== Material provided ==

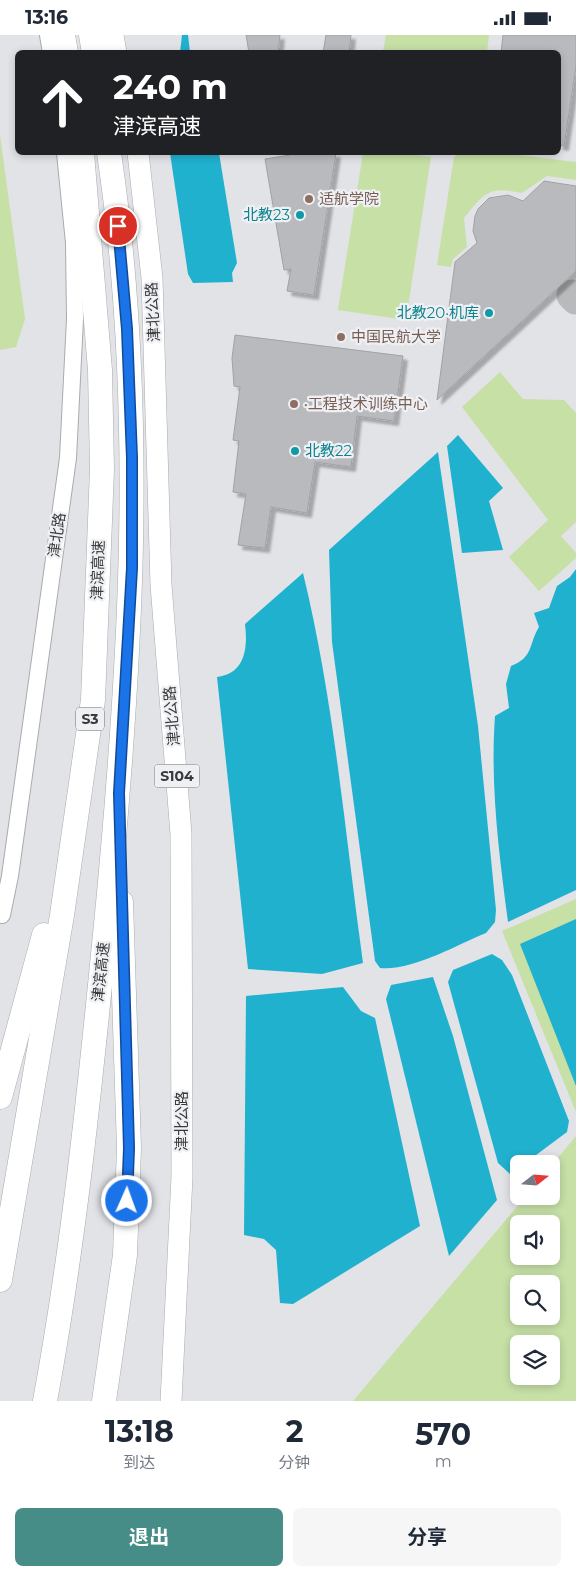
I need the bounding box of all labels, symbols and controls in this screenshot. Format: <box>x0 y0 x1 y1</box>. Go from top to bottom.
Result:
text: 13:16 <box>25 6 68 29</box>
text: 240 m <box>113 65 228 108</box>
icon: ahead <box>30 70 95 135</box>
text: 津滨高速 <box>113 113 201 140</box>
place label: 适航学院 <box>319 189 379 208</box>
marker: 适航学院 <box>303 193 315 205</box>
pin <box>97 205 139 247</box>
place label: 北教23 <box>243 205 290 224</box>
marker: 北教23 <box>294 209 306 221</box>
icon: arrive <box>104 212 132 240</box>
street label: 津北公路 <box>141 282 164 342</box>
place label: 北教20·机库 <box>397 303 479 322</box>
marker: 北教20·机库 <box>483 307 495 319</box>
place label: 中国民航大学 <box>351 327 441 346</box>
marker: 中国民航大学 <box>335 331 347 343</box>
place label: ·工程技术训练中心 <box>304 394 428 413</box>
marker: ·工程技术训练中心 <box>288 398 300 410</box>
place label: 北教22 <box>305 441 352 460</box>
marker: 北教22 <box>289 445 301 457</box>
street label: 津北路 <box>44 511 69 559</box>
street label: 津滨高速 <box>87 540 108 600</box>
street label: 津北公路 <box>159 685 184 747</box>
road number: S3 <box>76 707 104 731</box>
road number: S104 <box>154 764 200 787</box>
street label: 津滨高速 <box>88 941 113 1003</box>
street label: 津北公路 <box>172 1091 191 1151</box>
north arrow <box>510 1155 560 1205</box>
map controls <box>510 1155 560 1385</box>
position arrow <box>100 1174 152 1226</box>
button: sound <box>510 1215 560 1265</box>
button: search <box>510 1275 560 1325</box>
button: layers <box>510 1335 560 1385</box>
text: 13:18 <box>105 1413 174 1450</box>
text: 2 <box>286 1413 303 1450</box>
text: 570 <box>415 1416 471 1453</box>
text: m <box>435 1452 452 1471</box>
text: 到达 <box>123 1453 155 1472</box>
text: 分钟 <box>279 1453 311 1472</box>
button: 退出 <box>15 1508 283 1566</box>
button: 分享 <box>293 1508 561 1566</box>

===

If a line in the records contains the string "place", copy it out.

## Response area
place label: 适航学院 <box>319 189 379 208</box>
place label: 北教23 <box>243 205 290 224</box>
place label: 北教20·机库 <box>397 303 479 322</box>
place label: 中国民航大学 <box>351 327 441 346</box>
place label: ·工程技术训练中心 <box>304 394 428 413</box>
place label: 北教22 <box>305 441 352 460</box>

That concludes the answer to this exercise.